Facebook and the GDPR: What it means for the affiliate industry

Since the May 25 deadline, there have been two rulings that have helped clarify what a post-GDPR world looks like. As more cases are brought and rulings are given, our understanding of what best practices and future guidance looks like will inevitably deepen.

The first legal case precedes the GDPR, but is shaped within the context of the new data laws and impacts one of the businesses under the most scrutiny: Facebook.

In June 2018, the Court of Justice of the EU (CJEU) ruled the administrators of Facebook fan pages should be viewed as joint-controllers of the personal data processed about the people who access their pages.

Stemming from a 2011 case involving Wirtschaftsakademie - a German educational company - the ruling potentially broadens the scope of which types of activity and businesses could be classified as a controller.

This is important from an affiliate perspective because, prior to the GDPR, there was much industry discussion about whether affiliates are data processors or data controllers. A processor, generally speaking, doesn’t ‘control’ what and how data is used - and as such, is subject to fewer legal obligations than a data controller.
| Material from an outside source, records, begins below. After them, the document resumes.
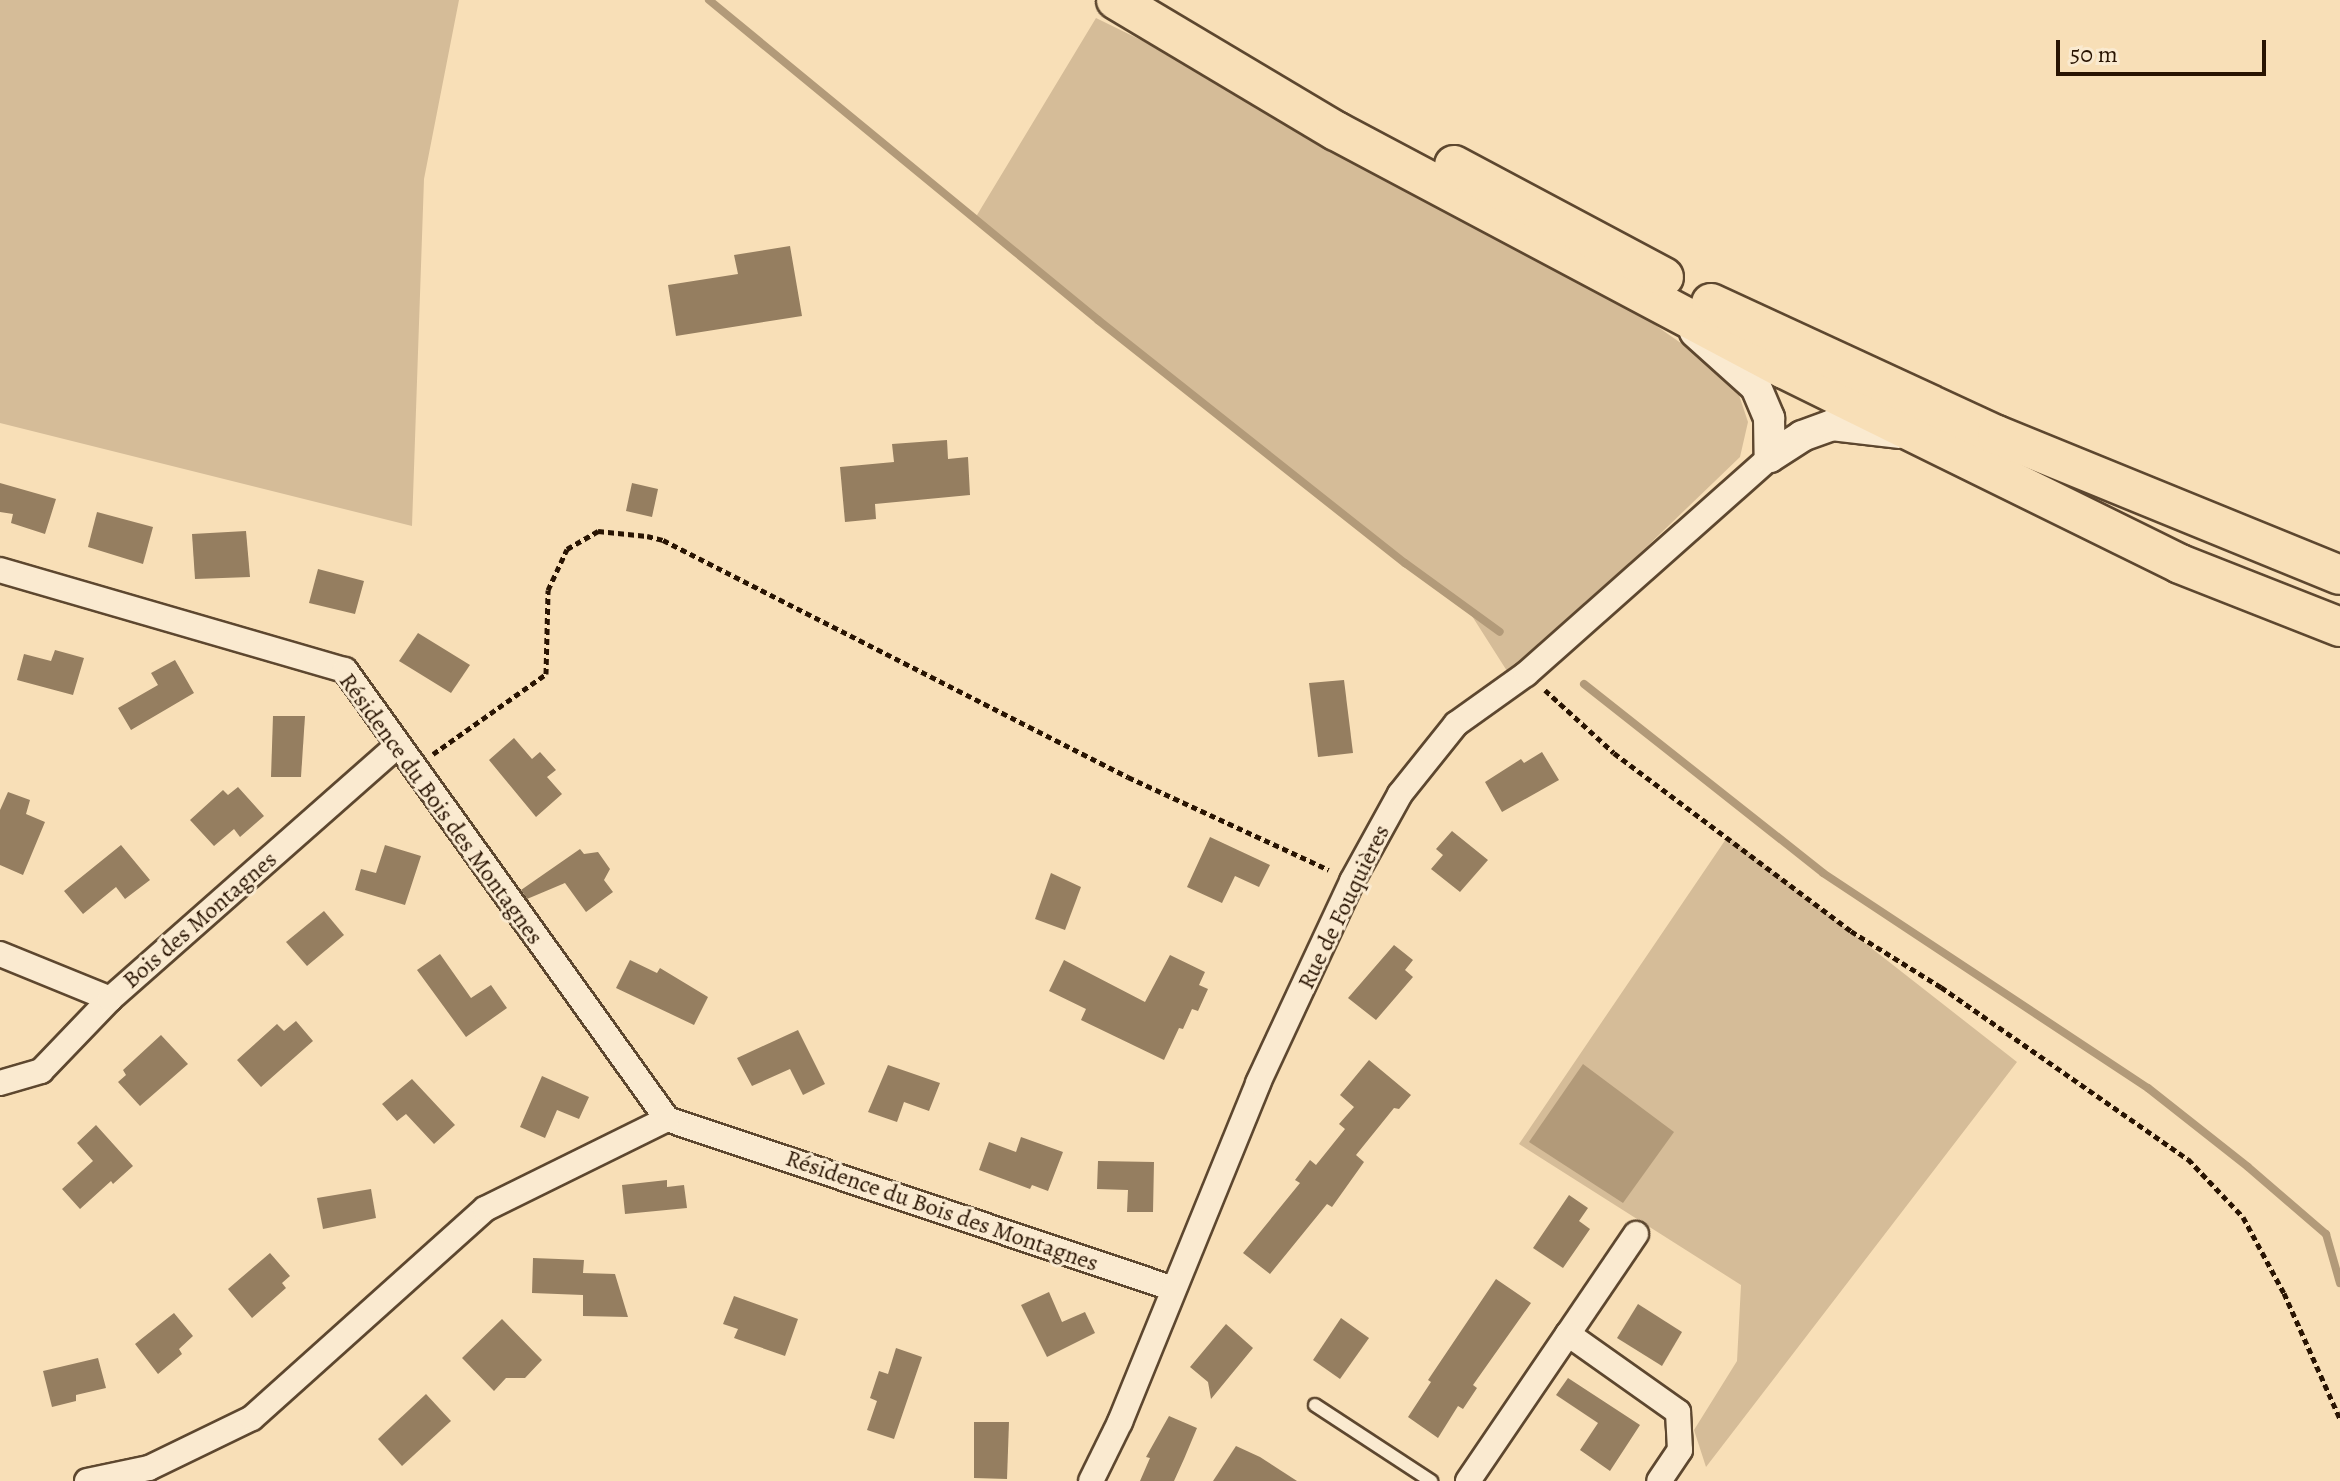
<!DOCTYPE html>
<html>
<head>
<meta charset="utf-8">
<style>
	body { margin:0 }
	#map { position:relative; width:2340px; height:1481px; overflow:hidden; background:#f8dfb7; font-family:Alegreya,serif }
	div>[style] { position:absolute }
	.green>* { inset:0; background:#d5bc98 }
	.water>* { inset:0; background:#b29a79 }
	.stream>* { height:8px; margin:-4px; padding:0 4px; transform-origin:4px; border-radius:4px; background:#b29a79 }
	.building>* { inset:0; background:#957e60 }
	.path>* { height:5px; margin-top:-2.5px; transform-origin:0; background:repeating-linear-gradient(90deg,#291402 0 6px,transparent 0 10px) }
	.roads { filter:drop-shadow(2px 0 #5d472f) drop-shadow(-2px 0 #5d472f) drop-shadow(0 2px #5d472f) drop-shadow(0 -2px #5d472f) }
	.service>* { height:12px; margin:-6px; padding:0 6px; transform-origin:6px; border-radius:6px; background:#faead0 }
	.minor>* { height:24px; margin:-12px; padding:0 12px; transform-origin:12px; border-radius:12px; background:#faead0 }
	.tertiary>* { height:30px; margin:-15px; padding:0 15px; transform-origin:15px; border-radius:15px; background:#faead0 }
	.primary>* { height:38px; margin:-19px; padding:0 19px; transform-origin:19px; border-radius:19px; background:#f8dfb7 }
	span { translate:-50% -50%; white-space:nowrap; text-align:center; line-height:1.15; -webkit-text-stroke:6px #faead0; paint-order:stroke }
	.street-label { font-size:24px; color:#291402 }
	.scale { position:absolute; left:2056px; top:40px; width:210px; height:36px; box-sizing:border-box; border:4px solid #291402; border-top:0; padding-left:10px; font-size:24px; line-height:28px; white-space:nowrap; color:#291402; -webkit-text-stroke:6px #faead0; paint-order:stroke }
</style>
</head>
<body>
<div id="map">
	<div class="green">
		<i style="clip-path:polygon(0 0,459px 0,424px 179px,412px 526px,0 423px)"></i>
		<i style="clip-path:polygon(1096px 18px,1500px 216px,1695px 353px,1736px 386px,1748px 422px,1740px 457px,1635px 558px,1507px 671px,1465px 605px,1405px 563px,1098px 320px,1047px 275px,974px 220px)"></i>
		<i style="clip-path:polygon(1728px 836px,2017px 1062px,1706px 1467px,1694px 1430px,1737px 1361px,1741px 1285px,1519px 1144px)"></i>
	</div>
	<div class="water">
		<i style="clip-path:polygon(1583px 1064px,1674px 1132px,1623px 1203px,1529px 1142px)"></i>
	</div>
	<div class="stream">
		<i style="left:709px;top:0;width:504px;rotate:39.44deg"></i>
		<i style="left:1098px;top:320px;width:392px;rotate:38.4deg"></i>
		<i style="left:1405px;top:563px;width:117px;rotate:36deg"></i>
		<i style="left:1584px;top:684px;width:305px;rotate:38.3deg"></i>
		<i style="left:1823px;top:873px;width:390px;rotate:33.5deg"></i>
		<i style="left:2148px;top:1088px;width:127px;rotate:38.3deg"></i>
		<i style="left:2248px;top:1167px;width:103px;rotate:40.7deg"></i>
		<i style="left:2326px;top:1234px;width:51px;rotate:74.1deg"></i>
	</div>
	<div class="building">
		<i style="clip-path:polygon(790px 246px,802px 316px,676px 336px,668px 285px,738px 274px,734px 255px)"></i>
		<i style="clip-path:polygon(947px 440px,948px 459px,968px 457px,970px 495px,875px 504px,876px 519px,845px 522px,840px 467px,894px 462px,892px 444px)"></i>
		<i style="clip-path:polygon(0 483px,56px 499px,45px 534px,11px 523px,13px 514px,0 512px)"></i>
		<i style="clip-path:polygon(632px 483px,658px 489px,652px 517px,626px 511px)"></i>
		<i style="clip-path:polygon(97px 512px,153px 527px,143px 564px,88px 547px)"></i>
		<i style="clip-path:polygon(246px 531px,250px 577px,195px 579px,192px 534px)"></i>
		<i style="clip-path:polygon(318px 569px,364px 581px,355px 614px,309px 603px)"></i>
		<i style="clip-path:polygon(418px 633px,470px 665px,451px 693px,399px 661px)"></i>
		<i style="clip-path:polygon(55px 650px,84px 658px,73px 695px,17px 680px,24px 654px,51px 661px)"></i>
		<i style="clip-path:polygon(175px 660px,194px 693px,131px 730px,118px 708px,158px 685px,151px 673px)"></i>
		<i style="clip-path:polygon(1344px 680px,1353px 753px,1318px 757px,1309px 683px)"></i>
		<i style="clip-path:polygon(273px 716px,305px 716px,301px 777px,271px 777px)"></i>
		<i style="clip-path:polygon(514px 738px,532px 759px,540px 752px,556px 770px,547px 777px,562px 794px,536px 817px,489px 760px)"></i>
		<i style="clip-path:polygon(1542px 752px,1559px 780px,1502px 812px,1485px 782px,1521px 759px,1524px 763px)"></i>
		<i style="clip-path:polygon(238px 787px,264px 816px,240px 837px,234px 829px,214px 846px,190px 820px,223px 790px,228px 795px)"></i>
		<i style="clip-path:polygon(8px 792px,30px 800px,26px 814px,45px 822px,23px 875px,0 865px,0 810px)"></i>
		<i style="clip-path:polygon(1452px 831px,1488px 860px,1460px 892px,1431px 869px,1443px 855px,1436px 849px)"></i>
		<i style="clip-path:polygon(1210px 837px,1270px 865px,1259px 887px,1235px 876px,1222px 903px,1187px 887px)"></i>
		<i style="clip-path:polygon(121px 845px,150px 880px,125px 899px,116px 887px,83px 914px,64px 891px)"></i>
		<i style="clip-path:polygon(385px 845px,421px 856px,405px 905px,355px 890px,361px 869px,376px 873px)"></i>
		<i style="clip-path:polygon(580px 849px,584px 854px,598px 852px,610px 869px,604px 880px,613px 892px,586px 912px,565px 883px,527px 899px,521px 890px)"></i>
		<i style="clip-path:polygon(1051px 873px,1081px 887px,1065px 930px,1035px 919px)"></i>
		<i style="clip-path:polygon(324px 911px,344px 935px,307px 966px,286px 942px)"></i>
		<i style="clip-path:polygon(1394px 945px,1413px 960px,1405px 970px,1413px 977px,1376px 1020px,1348px 998px)"></i>
		<i style="clip-path:polygon(440px 954px,471px 998px,491px 985px,507px 1008px,466px 1037px,417px 970px)"></i>
		<i style="clip-path:polygon(1170px 955px,1205px 972px,1199px 985px,1208px 989px,1198px 1011px,1192px 1009px,1183px 1029px,1179px 1028px,1164px 1060px,1081px 1020px,1086px 1009px,1049px 991px,1064px 960px,1145px 1002px)"></i>
		<i style="clip-path:polygon(630px 960px,657px 973px,660px 968px,708px 997px,694px 1025px,616px 988px)"></i>
		<i style="clip-path:polygon(296px 1021px,313px 1041px,261px 1087px,237px 1060px,277px 1024px,284px 1031px)"></i>
		<i style="clip-path:polygon(798px 1030px,825px 1084px,803px 1095px,790px 1069px,752px 1086px,737px 1058px)"></i>
		<i style="clip-path:polygon(161px 1035px,188px 1064px,140px 1106px,118px 1082px,126px 1075px,123px 1070px)"></i>
		<i style="clip-path:polygon(1369px 1060px,1411px 1095px,1399px 1109px,1394px 1108px,1356px 1155px,1364px 1162px,1332px 1207px,1327px 1204px,1270px 1274px,1243px 1253px,1300px 1183px,1295px 1180px,1310px 1160px,1316px 1165px,1345px 1129px,1339px 1124px,1354px 1107px,1340px 1095px)"></i>
		<i style="clip-path:polygon(888px 1065px,940px 1083px,929px 1111px,904px 1102px,897px 1122px,868px 1112px)"></i>
		<i style="clip-path:polygon(542px 1076px,589px 1097px,579px 1119px,557px 1110px,545px 1138px,520px 1127px)"></i>
		<i style="clip-path:polygon(412px 1079px,455px 1125px,434px 1144px,406px 1114px,397px 1121px,382px 1104px)"></i>
		<i style="clip-path:polygon(96px 1125px,133px 1166px,113px 1184px,111px 1181px,80px 1209px,62px 1189px,93px 1161px,77px 1143px)"></i>
		<i style="clip-path:polygon(1021px 1137px,1063px 1152px,1048px 1191px,1032px 1185px,1030px 1189px,979px 1170px,989px 1142px,1016px 1152px)"></i>
		<i style="clip-path:polygon(1098px 1161px,1154px 1162px,1153px 1212px,1127px 1212px,1128px 1190px,1097px 1189px)"></i>
		<i style="clip-path:polygon(667px 1180px,667px 1187px,684px 1185px,687px 1208px,625px 1214px,622px 1185px)"></i>
		<i style="clip-path:polygon(371px 1189px,376px 1218px,323px 1229px,317px 1198px)"></i>
		<i style="clip-path:polygon(1569px 1195px,1588px 1208px,1579px 1221px,1590px 1229px,1563px 1268px,1533px 1248px)"></i>
		<i style="clip-path:polygon(270px 1253px,290px 1276px,282px 1283px,286px 1288px,252px 1318px,228px 1289px)"></i>
		<i style="clip-path:polygon(533px 1258px,584px 1260px,583px 1273px,615px 1274px,628px 1317px,583px 1316px,583px 1295px,532px 1293px)"></i>
		<i style="clip-path:polygon(1496px 1279px,1531px 1303px,1473px 1385px,1477px 1388px,1463px 1409px,1458px 1406px,1438px 1438px,1408px 1417px,1431px 1382px,1428px 1380px)"></i>
		<i style="clip-path:polygon(1049px 1292px,1062px 1322px,1085px 1312px,1095px 1333px,1047px 1357px,1021px 1305px)"></i>
		<i style="clip-path:polygon(734px 1296px,798px 1319px,785px 1356px,734px 1338px,738px 1329px,723px 1324px)"></i>
		<i style="clip-path:polygon(1638px 1304px,1682px 1332px,1662px 1366px,1617px 1338px)"></i>
		<i style="clip-path:polygon(174px 1313px,193px 1336px,179px 1349px,182px 1354px,158px 1374px,135px 1344px)"></i>
		<i style="clip-path:polygon(1341px 1318px,1369px 1338px,1340px 1379px,1313px 1360px)"></i>
		<i style="clip-path:polygon(502px 1319px,542px 1360px,525px 1378px,506px 1378px,494px 1391px,462px 1358px)"></i>
		<i style="clip-path:polygon(1226px 1324px,1253px 1348px,1211px 1399px,1208px 1382px,1190px 1367px)"></i>
		<i style="clip-path:polygon(896px 1348px,922px 1357px,894px 1439px,867px 1430px,877px 1401px,870px 1398px,879px 1371px,888px 1374px)"></i>
		<i style="clip-path:polygon(98px 1358px,106px 1388px,76px 1395px,76px 1401px,52px 1407px,43px 1371px)"></i>
		<i style="clip-path:polygon(1568px 1378px,1640px 1425px,1610px 1471px,1580px 1450px,1598px 1423px,1556px 1395px)"></i>
		<i style="clip-path:polygon(426px 1394px,451px 1421px,402px 1466px,378px 1439px)"></i>
		<i style="clip-path:polygon(1169px 1416px,1197px 1428px,1184px 1459px,1174px 1481px,1140px 1481px,1150px 1458px,1146px 1457px)"></i>
		<i style="clip-path:polygon(974px 1422px,1009px 1422px,1007px 1479px,974px 1478px)"></i>
		<i style="clip-path:polygon(1236px 1446px,1260px 1457px,1297px 1481px,1213px 1481px)"></i>
	</div>
	<div class="path">
		<i style="left:1545px;top:690px;width:93px;rotate:42.4deg"></i>
		<i style="left:1614px;top:753px;width:296px;rotate:36.9deg"></i>
		<i style="left:1851px;top:931px;width:106px;rotate:31.9deg"></i>
		<i style="left:1941px;top:987px;width:301px;rotate:34.9deg"></i>
		<i style="left:2188px;top:1159px;width:80px;rotate:46.5deg"></i>
		<i style="left:2243px;top:1217px;width:86px;rotate:61.7deg"></i>
		<i style="left:2284px;top:1293px;width:138px;rotate:66deg"></i>
		<i style="left:433px;top:754px;width:138px;rotate:-35.3deg"></i>
		<i style="left:546px;top:674px;width:84px;rotate:-88.6deg"></i>
		<i style="left:548px;top:590px;width:45px;rotate:-65.1deg"></i>
		<i style="left:567px;top:549px;width:36px;rotate:-30deg"></i>
		<i style="left:598px;top:531px;width:49px;rotate:5.8deg"></i>
		<i style="left:647px;top:536px;width:16px;rotate:14deg"></i>
		<i style="left:663px;top:540px;width:522px;rotate:27.01deg"></i>
		<i style="left:1128px;top:777px;width:221px;rotate:24.8deg"></i>
	</div>
	<div class="roads">
		<div class="service">
			<i style="left:1315px;top:1405px;width:139px;rotate:33.2deg"></i>
		</div>
		<div class="minor">
			<i style="left:0;top:570px;width:359px;rotate:16.2deg"></i>
			<i style="left:345px;top:670px;width:553px;rotate:54.35deg"></i>
			<i style="left:667px;top:1119px;width:532px;rotate:18.54deg"></i>
			<i style="left:0;top:954px;width:119px;rotate:22.2deg"></i>
			<i style="left:0;top:1083px;width:43px;rotate:-16.3deg"></i>
			<i style="left:41px;top:1071px;width:100px;rotate:-46.2deg"></i>
			<i style="left:110px;top:999px;width:383px;rotate:-41.4deg"></i>
			<i style="left:1568px;top:1334px;width:121px;rotate:-55.8deg"></i>
			<i style="left:87px;top:1481px;width:63px;rotate:-11.8deg"></i>
			<i style="left:149px;top:1468px;width:114px;rotate:-25.9deg"></i>
			<i style="left:252px;top:1418px;width:313px;rotate:-41.9deg"></i>
			<i style="left:485px;top:1209px;width:203px;rotate:-26.3deg"></i>
			<i style="left:1091px;top:1481px;width:66px;rotate:-63.8deg"></i>
			<i style="left:1120px;top:1422px;width:366px;rotate:-67.8deg"></i>
			<i style="left:1258px;top:1083px;width:223px;rotate:-65deg"></i>
			<i style="left:1352px;top:881px;width:99px;rotate:-61.1deg"></i>
			<i style="left:1400px;top:794px;width:90px;rotate:-51.3deg"></i>
			<i style="left:1456px;top:724px;width:86px;rotate:-35.5deg"></i>
			<i style="left:1526px;top:674px;width:327px;rotate:-41.6deg"></i>
			<i style="left:1468px;top:1481px;width:178px;rotate:-55.8deg"></i>
			<i style="left:1568px;top:1334px;width:135px;rotate:35.3deg"></i>
			<i style="left:1678px;top:1412px;width:38px;rotate:87deg"></i>
			<i style="left:1680px;top:1450px;width:37px;rotate:124deg"></i>
		</div>
		<div class="tertiary">
			<i style="left:1695px;top:332px;width:82px;rotate:42deg"></i>
			<i style="left:1756px;top:387px;width:34px;rotate:67deg"></i>
			<i style="left:1769px;top:418px;width:39px;rotate:89deg"></i>
			<i style="left:1770px;top:457px;width:38px;rotate:-33deg"></i>
			<i style="left:1802px;top:436px;width:32px;rotate:-20deg"></i>
			<i style="left:1832px;top:425px;width:67px;rotate:6.8deg"></i>
		</div>
		<div class="primary">
			<i style="left:1116px;top:0;width:256px;rotate:30.8deg"></i>
			<i style="left:1336px;top:131px;width:507px;rotate:27.98deg"></i>
			<i style="left:1784px;top:369px;width:441px;rotate:26.2deg"></i>
			<i style="left:2180px;top:564px;width:172px;rotate:21.5deg"></i>
			<i style="left:1454px;top:165px;width:238px;rotate:28.1deg"></i>
			<i style="left:1711px;top:303px;width:315px;rotate:24.8deg"></i>
			<i style="left:1997px;top:435px;width:370px;rotate:22.2deg"></i>
		</div>
	</div>
	<div class="street-label">
		<span style="left:441px;top:809px;rotate:54deg">Résidence du Bois des Montagnes</span>
		<span style="left:1344px;top:907px;rotate:-64deg">Rue de Fouquières</span>
		<span style="left:200px;top:920px;rotate:-41deg">Bois des Montagnes</span>
		<span style="left:942px;top:1211px;rotate:19deg">Résidence du Bois des Montagnes</span>
	</div>
	<div class="scale">50 m</div>
</div>
</body>
</html>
While there is no explicit processor/controller definition for affiliates, the status is based around the various ways that data is used. A company may decide they are a processor for certain things they do, but a controller for others. Regardless, the status isn’t based on what a business would like to be defined as, but how regulators interpret they use data within the framework of the GDPR.

What this ruling seems to suggest is, that while affiliates may have considered themselves processors, regulators will take a different view. According to Out-Law.com, “The judgment represents a significant broadening of the concept of data controllership under EU data protection law."

The ruling aligns with Awin’s view on affiliates. In May, we published our own guidance, concluding affiliates, advertisers and Awin are all joint-controllers in a tri-partite relationship.

“Publishers are already controllers of data processed to acquire their own website users; only they have decided the separate purpose: ‘Let’s get some traffic so they can see the ads we publish.'"  

Another early GDPR ruling has also recently emerged from Germany. Concerning the purpose of processing personal data, a German court has declined US company ICANN’s application for preliminary junction, as it hasn’t provided sufficient proof that collecting certain personal data is necessary to fulfil the purpose of the underlying contract.

The case is based on a contractual relationship ICANN had with German domain registrar EPAG, the latter agreeing to collect personal data from individuals and businesses purchasing domain names.

ICANN requested EPAG hand over certain information for the technical contacts at the companies registering domains. EPAG refused, essentially arguing the data wasn’t necessary to fulfil the purpose of the relationship and was not compliant with the GDPR.

In turn, ICANN took legal action. However, a court in Bonn confirmed EPAG’s position, not having been able to identify the necessity of the additional data for the defined purpose. The decision embodies the GDPR’s core principles of data minimization and purpose limitation, and highlights that compliance with applicable law – in this case the GDPR – prevails over contractual obligations. Further development of this case is expected as ICANN has appealed the decision.

The European Data Protection Board said ICANN also needed to “explicitly justify” why it is necessary to retain personal data beyond the two-year limit outlined under the GDPR, as well as stating that, contrary to the company’s belief, it is a data controller.

Further rulings are expected in the coming weeks and months that will continue to build our understanding about how the new laws are interpreted. Awin is continuing to monitor the situation and will update our advice and guidance based on the outcomes of these cases.

Affiliates and advertisers can refer to the information we’ve supplied on Awin's GDPR portal. Upcoming initiatives the network will be embarking on is continuing to raise awareness about data processing, monitoring and integrating cookie consent tools, and revising our publisher compliance procedures.